Economia

Inflação e desemprego afetam confiança do consumidor, diz ACSP


O Índice Nacional de Confiança (INC) ficou estagnado entre agosto e setembro, em 74 pontos, e agora em outubro recuou para 72


  Por Redação DC 25 de Outubro de 2021 às 12:57

  | Da equipe de jornalistas do Diário do Comércio


A confiança do consumidor brasileiro piorou em outubro, permanecendo em patamar pessimista - abaixo dos 100 pontos -, aponta o Índice Nacional de Confiança (INC) da Associação Comercial de São Paulo (ACSP). No mês, o indicador registrou 72 pontos, dois a menos na comparação com setembro.

O indicador varia de zero a 200 pontos e mede a visão e a segurança da população em relação ao país, às finanças pessoais e antevê o comportamento do consumidor na hora da compra. Para o INC foram entrevistadas 1.568 pessoas em todo o território nacional.

Apesar da queda, o economista da ACSP, Ulisses Ruiz de Gamboa, explica que a variação mensal está dentro da margem de erro da pesquisa, de dois pontos para cima ou para baixo.

"A combinação de inflação em alta e desemprego ainda preocupa os consumidores, que seguem cautelosos e desconfiados em relação ao futuro de suas finanças”, diz Gamboa.

Nos últimos dois meses, o indicador de confiança da ACSP ficou estagnado em 74 pontos, interrompendo a tendência que apontava para uma melhora no ‘humor’ dos consumidores. A curva ascendente começou a ser registrada a partir de maio. Naquela ocasião, o indicador marcava 66.

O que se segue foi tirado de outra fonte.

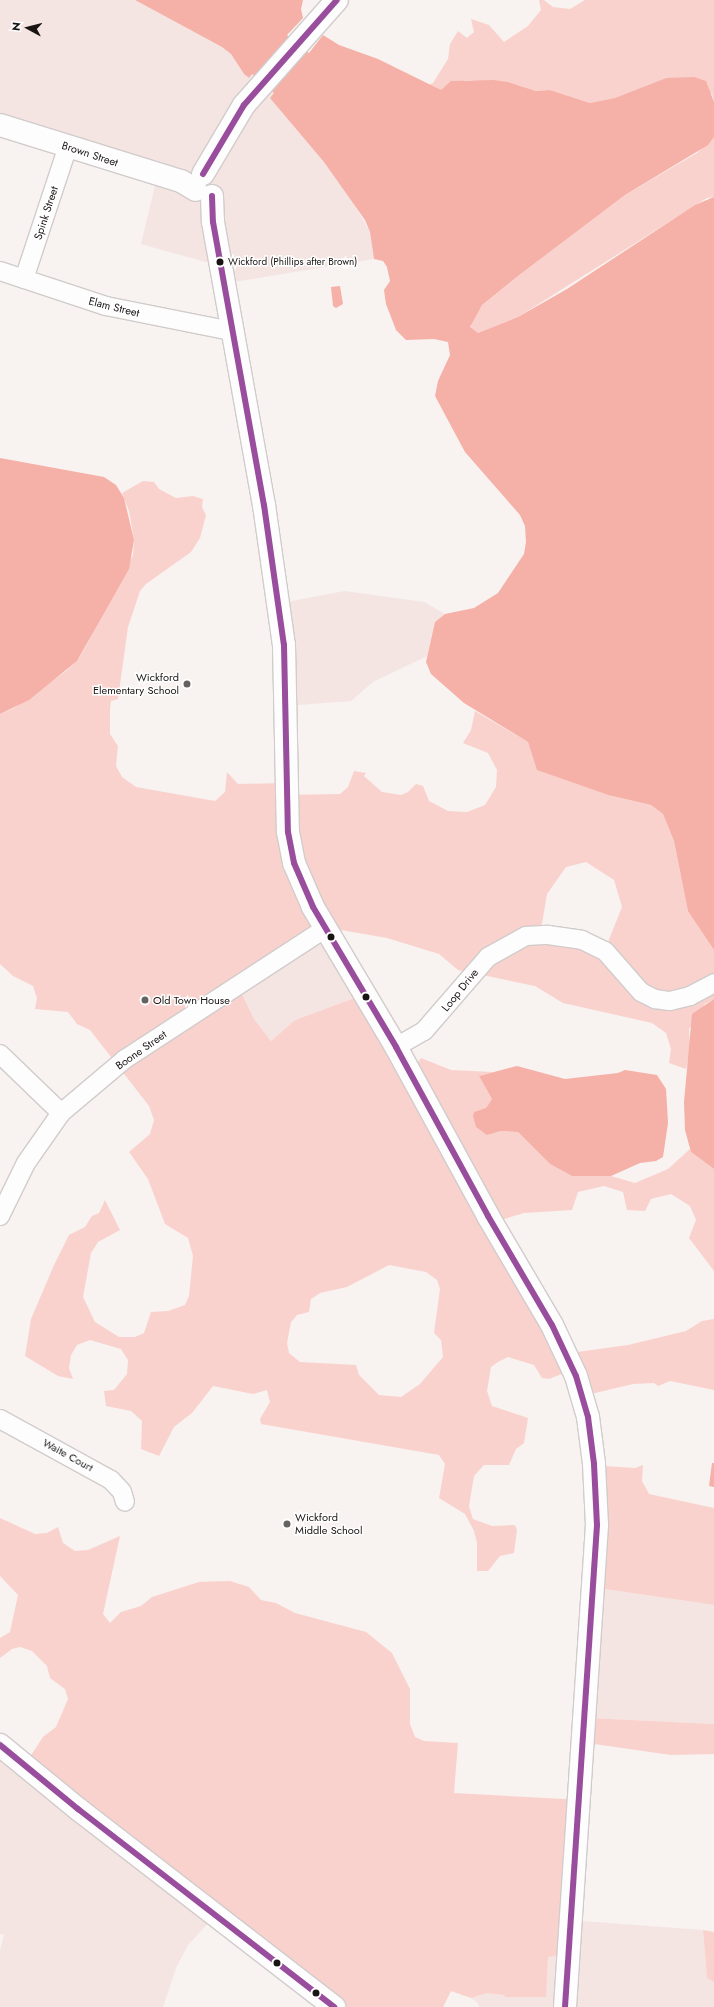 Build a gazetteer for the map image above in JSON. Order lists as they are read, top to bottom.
{
  "streets": {
    "main road": ["Brown Street"],
    "street": [
      "Spink Street",
      "Elam Street",
      "Loop Drive",
      "Boone Street",
      "Waite Court"
    ]
  },
  "crossings": [
    ["Brown Street", "Spink Street"],
    ["Spink Street", "Elam Street"]
  ],
  "places": [
    "Wickford (Phillips after Brown)",
    "Wickford Elementary School",
    "Old Town House",
    "Wickford Middle School"
  ],
  "north": "left"
}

A melhora na confiança dos consumidores, segundo o economista da ACSP, vai depender da recuperação do emprego e da renda e do ritmo da cobertura vacinal.

POR REGIÃO

Entres as regiões pesquisadas, o indicador apontou que no Sudeste a confiança se manteve em igual patamar de setembro, 75 pontos. No Sul e no Nordeste o dado está na margem de erro, com quedas de um e dois pontos, respectivamente (66 e 63).

Os consumidores do Centro-oeste e do Norte do País são os menos confiantes, de acordo com a amostra. A queda no indicador para as regiões foi de quatro pontos: 83 e 85, respectivamente.

Segundo a ACSP, o fator principal para o pessimismo no Centro-oeste está na estiagem, uma das maiores dos últimos 90 anos, o que prejudica a produção agrícola.

No Norte, diz a associação, o ritmo mais lento da vacinação ainda preocupa os consumidores. Seis dos sete estados que compõem a região têm as menores coberturas vacinais do Brasil.

A pesquisa ouviu entrevistados de todas as classes sociais. A classe C é a mais otimista, com 80 pontos, enquanto a classe DE é a mais pessimista, com 51 pontos.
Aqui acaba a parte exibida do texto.